SHADED 0000000001000000 64 Values indicate module shading. Not implemented.
UNEVEN FREQUENCY 0000000010000000 128 Difference in timestamp between value and previous value does not conform to observation frequency.
LIMITS EXCEEDED 0000000100000000 256 Physical limits exceeded. Uses QCrad criteria for irradiance, DC or AC capacity for power.
CLEARSKY EXCEEDED 0000001000000000 512 Value greater than clearsky value.
STALE VALUES 0000010000000000 1024 Values are unchanged for several intervals, suggesting an issue with communications.
INTERPOLATED VALUES 0000100000000000 2048 Values appear linear, suggesting interpolation.
CLIPPED VALUES 0001000000000000 4096 Values indicate possible clipped power levels.
INCONSISTENT IRRADIANCE COMPONENTS 0010000000000000 8192 GHI, DHI, and DNI are inconsistent.
DAILY VALIDATION APPLIED 0100000000000000 16384 The Arbiter has analyzed this point in the context of all of the points around it.

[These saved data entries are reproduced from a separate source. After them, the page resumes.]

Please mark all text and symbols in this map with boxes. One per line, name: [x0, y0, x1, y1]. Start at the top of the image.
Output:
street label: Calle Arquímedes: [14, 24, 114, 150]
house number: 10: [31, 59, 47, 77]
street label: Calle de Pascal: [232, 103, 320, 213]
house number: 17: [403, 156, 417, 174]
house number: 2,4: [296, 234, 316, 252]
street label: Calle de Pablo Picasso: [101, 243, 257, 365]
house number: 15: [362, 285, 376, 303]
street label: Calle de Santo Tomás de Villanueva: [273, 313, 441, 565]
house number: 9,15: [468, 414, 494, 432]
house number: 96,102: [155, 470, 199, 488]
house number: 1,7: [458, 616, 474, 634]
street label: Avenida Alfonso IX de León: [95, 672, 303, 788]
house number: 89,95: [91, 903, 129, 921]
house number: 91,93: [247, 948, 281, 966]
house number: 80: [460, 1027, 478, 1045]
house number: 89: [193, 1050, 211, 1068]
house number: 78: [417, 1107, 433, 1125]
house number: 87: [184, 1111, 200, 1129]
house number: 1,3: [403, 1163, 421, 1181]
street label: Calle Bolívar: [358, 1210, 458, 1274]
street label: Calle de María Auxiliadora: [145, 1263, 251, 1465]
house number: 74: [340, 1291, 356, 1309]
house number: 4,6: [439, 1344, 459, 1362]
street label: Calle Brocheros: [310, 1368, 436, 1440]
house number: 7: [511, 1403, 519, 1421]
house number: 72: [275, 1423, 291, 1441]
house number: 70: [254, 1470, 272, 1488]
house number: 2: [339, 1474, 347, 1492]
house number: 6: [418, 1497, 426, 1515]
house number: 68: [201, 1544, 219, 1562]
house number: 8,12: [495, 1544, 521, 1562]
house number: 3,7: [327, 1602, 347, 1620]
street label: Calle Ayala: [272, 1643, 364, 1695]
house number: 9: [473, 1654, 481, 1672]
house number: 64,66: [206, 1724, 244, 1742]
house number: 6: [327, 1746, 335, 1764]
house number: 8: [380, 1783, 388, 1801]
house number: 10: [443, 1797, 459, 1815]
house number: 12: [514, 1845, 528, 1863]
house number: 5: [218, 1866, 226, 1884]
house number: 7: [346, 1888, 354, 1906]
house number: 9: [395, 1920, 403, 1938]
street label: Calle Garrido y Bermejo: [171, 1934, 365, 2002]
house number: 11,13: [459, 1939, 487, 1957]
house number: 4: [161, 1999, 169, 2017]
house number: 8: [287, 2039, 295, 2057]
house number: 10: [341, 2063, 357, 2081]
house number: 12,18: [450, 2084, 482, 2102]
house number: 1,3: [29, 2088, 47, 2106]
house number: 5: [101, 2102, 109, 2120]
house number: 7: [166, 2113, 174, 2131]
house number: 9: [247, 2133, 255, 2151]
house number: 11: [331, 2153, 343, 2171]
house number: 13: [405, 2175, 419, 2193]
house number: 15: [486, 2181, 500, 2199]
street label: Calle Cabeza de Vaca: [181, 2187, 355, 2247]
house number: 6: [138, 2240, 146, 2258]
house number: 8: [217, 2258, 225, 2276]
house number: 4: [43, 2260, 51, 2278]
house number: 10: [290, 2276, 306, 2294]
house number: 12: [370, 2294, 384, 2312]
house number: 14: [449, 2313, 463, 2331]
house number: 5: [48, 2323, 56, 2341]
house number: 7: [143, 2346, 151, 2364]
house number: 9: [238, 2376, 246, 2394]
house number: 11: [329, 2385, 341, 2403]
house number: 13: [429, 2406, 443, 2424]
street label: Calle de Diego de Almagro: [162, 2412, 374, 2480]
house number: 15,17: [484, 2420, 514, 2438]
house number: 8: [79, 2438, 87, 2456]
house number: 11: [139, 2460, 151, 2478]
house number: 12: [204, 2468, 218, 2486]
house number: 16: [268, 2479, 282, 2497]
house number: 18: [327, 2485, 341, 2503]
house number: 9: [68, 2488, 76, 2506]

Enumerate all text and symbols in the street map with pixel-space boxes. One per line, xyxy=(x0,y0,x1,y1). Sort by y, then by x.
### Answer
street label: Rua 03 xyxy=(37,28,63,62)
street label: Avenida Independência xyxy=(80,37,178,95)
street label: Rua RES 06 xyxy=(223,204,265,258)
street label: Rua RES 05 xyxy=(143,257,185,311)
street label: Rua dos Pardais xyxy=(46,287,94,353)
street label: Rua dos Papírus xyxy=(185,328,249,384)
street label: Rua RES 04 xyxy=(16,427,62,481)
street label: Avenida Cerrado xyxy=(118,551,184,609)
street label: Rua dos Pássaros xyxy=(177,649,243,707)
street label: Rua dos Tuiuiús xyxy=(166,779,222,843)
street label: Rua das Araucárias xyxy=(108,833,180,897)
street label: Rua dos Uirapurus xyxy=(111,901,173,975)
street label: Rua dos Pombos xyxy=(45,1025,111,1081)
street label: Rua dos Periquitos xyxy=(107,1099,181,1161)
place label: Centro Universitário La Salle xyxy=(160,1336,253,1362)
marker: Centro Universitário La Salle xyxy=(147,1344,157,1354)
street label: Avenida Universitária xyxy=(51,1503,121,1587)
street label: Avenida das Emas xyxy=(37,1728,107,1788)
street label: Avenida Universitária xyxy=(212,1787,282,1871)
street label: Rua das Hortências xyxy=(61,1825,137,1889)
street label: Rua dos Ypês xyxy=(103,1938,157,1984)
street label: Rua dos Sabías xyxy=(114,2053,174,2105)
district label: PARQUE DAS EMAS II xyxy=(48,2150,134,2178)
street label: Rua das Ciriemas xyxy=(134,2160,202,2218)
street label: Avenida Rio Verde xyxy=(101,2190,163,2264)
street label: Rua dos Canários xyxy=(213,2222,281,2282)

The dashboard displays derived quality flags that are not provided in downloaded data. Derived quality flags appear on timeseries plots and are available for filtering when creating a report. Derived quality flags are described in the table below.

Quality Flag Description
DAYTIME Value occurs during daytime.
DAYTIME STALE VALUES Stale values that occur during daytime.
DAYTIME INTERPOLATED VALUES Interpolated values that occur during daytime

Quality Flags on the Dashboard

On the Dashboard quality flags are plotted along with their timeseries values. Each type of quality flag has it’s own colored bar running parallel to the x axis of the timeseries plots. A vertical colored bar indicates that the data was flagged at that timestamp while a solid colored blocks indicate the data was flagged within the colored range.